Pero como señalamos más arriba, la convicción de Romero en cuanto a la cohesividad y multiplicidad interna de la vida histórica supone no sólo una concepción del objeto de conocimiento sino al mismo tiempo una posición respecto al modo de aprehenderlo, es decir, respecto a la actitud que debe guardar el historiador en relación con su actividad. Más que pertenecer al plano de lo factual, la “vida” de la vida histórica resulta de la propia acción del historiador; es éste quien, con su “soplo vivificador”, despierta la “historia viva” que subyace “en las brasas de los testimonios” (“Crisis y salvación de la ciencia histórica”, 1943). Es así como Romero puede a la vez comprender y rechazar la clásica crítica nietzscheana al divorcio entre historia y vida (Consideraciones intempestivas, 1873-75): no es el conocimiento histórico en sí mismo quien ha “debilitado la fuerza plasmante de la vida”, sino cierta “peculiaridad circunstancial” que adoptó dicho saber a partir del siglo XIX. Por el contrario, cuando el conocimiento del pasado es suscitado “por la inquietud de la existencia”, es capaz de revelar “un pasado que constituye la inconfundible realidad espiritual del hombre y el secreto arsenal de sus potencias para lo que puede llegar a ser”; es solo entonces que la historia se convierte en “historia viva” (Introducción a De Heródoto a Polibio. El pensamiento histórico de la cultura griega, 1952).

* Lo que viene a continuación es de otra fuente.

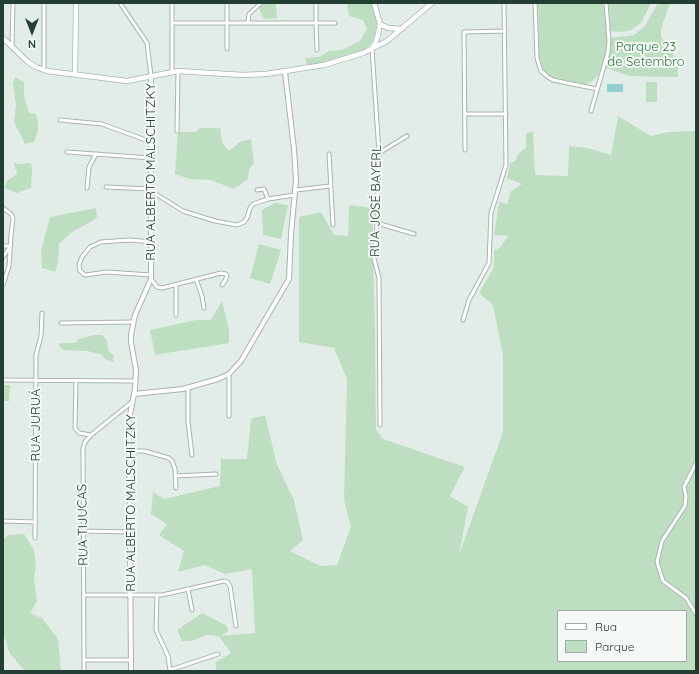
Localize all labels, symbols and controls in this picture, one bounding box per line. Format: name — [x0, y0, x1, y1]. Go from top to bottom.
north arrow — [12, 12, 52, 52]
text: N — [28, 37, 36, 51]
park label: Parque 23 de Setembro — [607, 39, 685, 70]
street label: RUA ALBERTO MALSCHITZKY — [143, 83, 159, 261]
street label: RUA JOSÉ BAYERL — [367, 145, 385, 257]
street label: RUA JURUÁ — [28, 389, 44, 461]
street label: RUA ALBERTO MALSCHITZKY — [123, 414, 139, 592]
street label: RUA TIJUCAS — [74, 484, 92, 566]
legend — [557, 610, 687, 662]
text: Rua — [595, 619, 617, 634]
text: Parque — [595, 639, 635, 654]

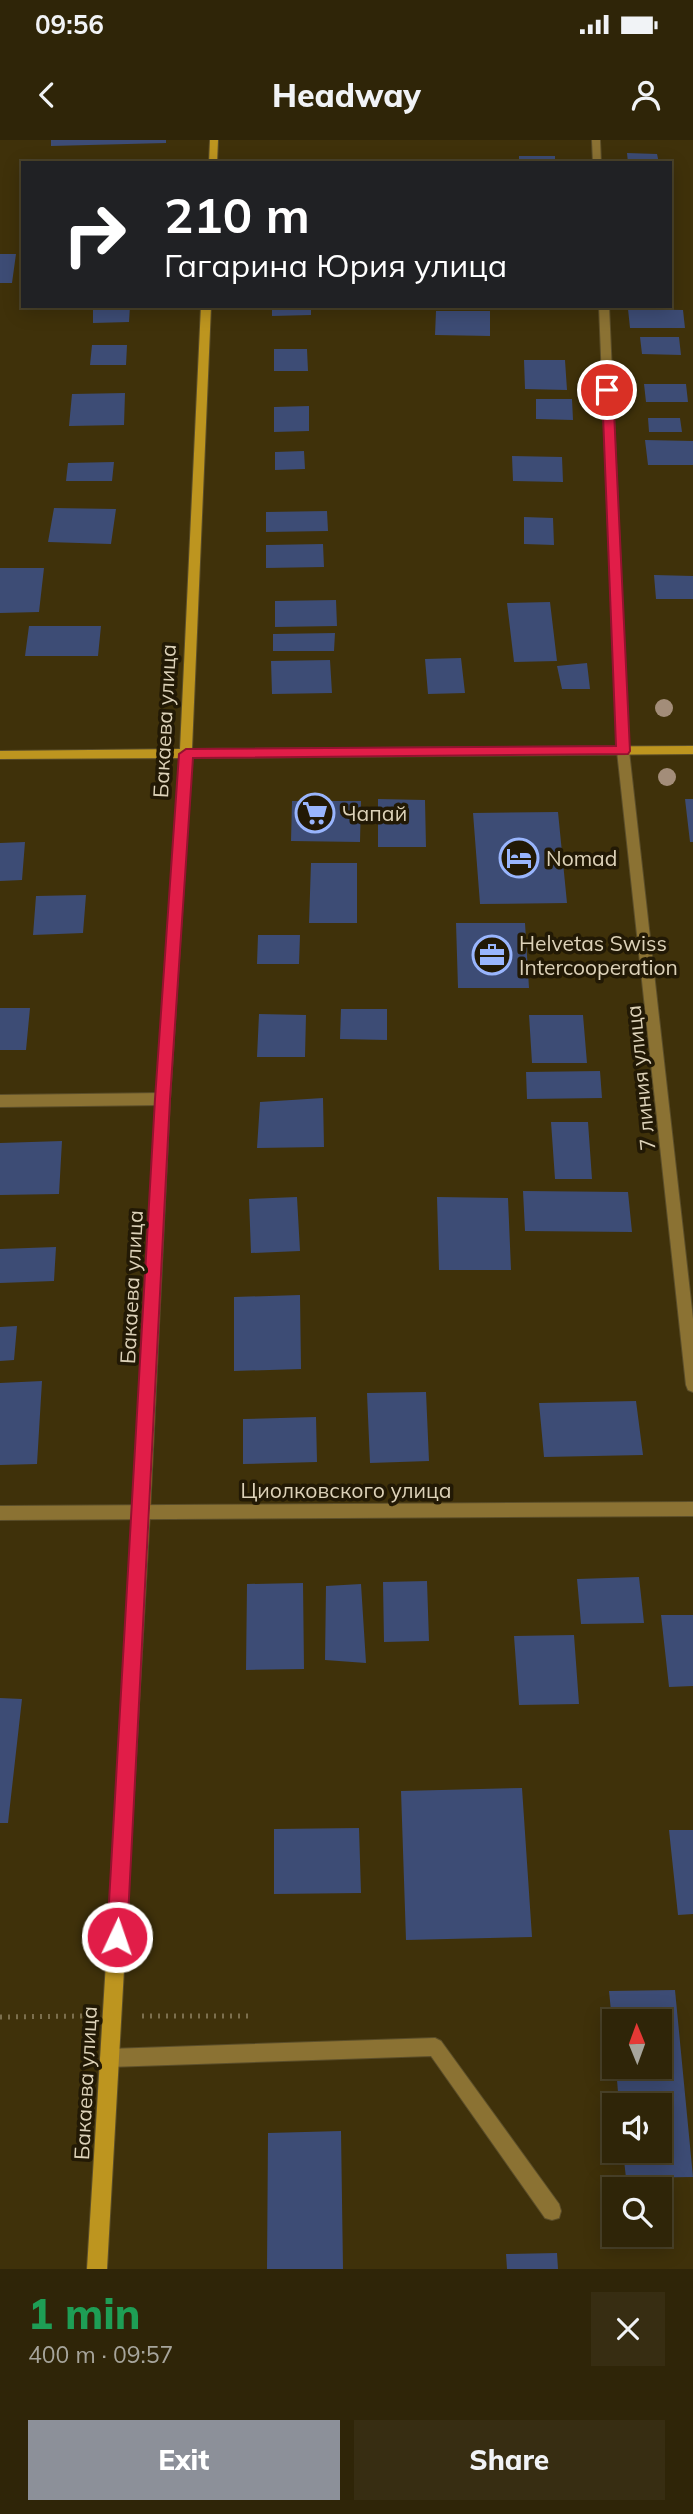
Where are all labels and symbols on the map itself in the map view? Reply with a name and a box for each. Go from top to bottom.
pin [577,360,637,420]
street label: Бакаева улица [147,643,181,799]
supermarket icon: Чапай [294,792,336,834]
place label: Чапай [342,800,407,826]
hotel icon: Nomad [498,837,540,879]
place label: Nomad [546,845,617,871]
place label: Helvetas Swiss Intercooperation [519,930,678,980]
office icon: Helvetas Swiss Intercooperation [471,934,513,976]
street label: 7 линия улица [619,1004,661,1152]
street label: Бакаева улица [114,1209,148,1365]
street label: Циолковского улица [240,1477,452,1503]
position arrow [80,1900,154,1974]
street label: Бакаева улица [68,2005,102,2161]
north arrow [602,2009,672,2079]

De este modo, la tematización del objeto de conocimiento es inseparable en Romero de la caracterización de su modo de aprehensión, y esta a su vez de una crítica historiográfica: sus invectivas contra los historiadores que privilegian el método antes que la sensibilidad interpretativa, aquellos que “ensoberbecidos en su erudición” pretenden inscribir su labor en un formato naturalista del saber, produciendo así una historia sin “significación vital”, atravesarán toda su producción, desde sus primeros escritos (“La formación histórica”, 1933) hasta sus intervenciones más tardías (“El hombre y el pasado”, 1975). El rechazo al historiador “encerrado en su gabinete” es tanto política (por haberse alejado del “drama que ocurre a su alrededor”, desoyendo “el llamado de la hora”) como epistemológica: su énfasis en lo factual —es decir, en el “orden fáctico” y no en la dimensión “potencial” de la vida histórica—los lleva a entender al pasado en un registro meramente acontecimental, como pura colección de “hechos”, es decir, carente de vida, como pasado muerto. El realismo ingenuo propio de la incorporación de los métodos de las ciencias naturales ha producido este deplorable resultado: que mientras se avanzó en la pretendida “cientificidad” de la historia, ésta perdió en su capacidad por conectarse con “las necesidades vitales” de su comunidad”: así entendido, el estudio del pasado terminaba siendo “como el de una anatomía que fuera mera recreación en el conocimiento de lo muerto” (“Crisis y salvación de la ciencia histórica”, 1943).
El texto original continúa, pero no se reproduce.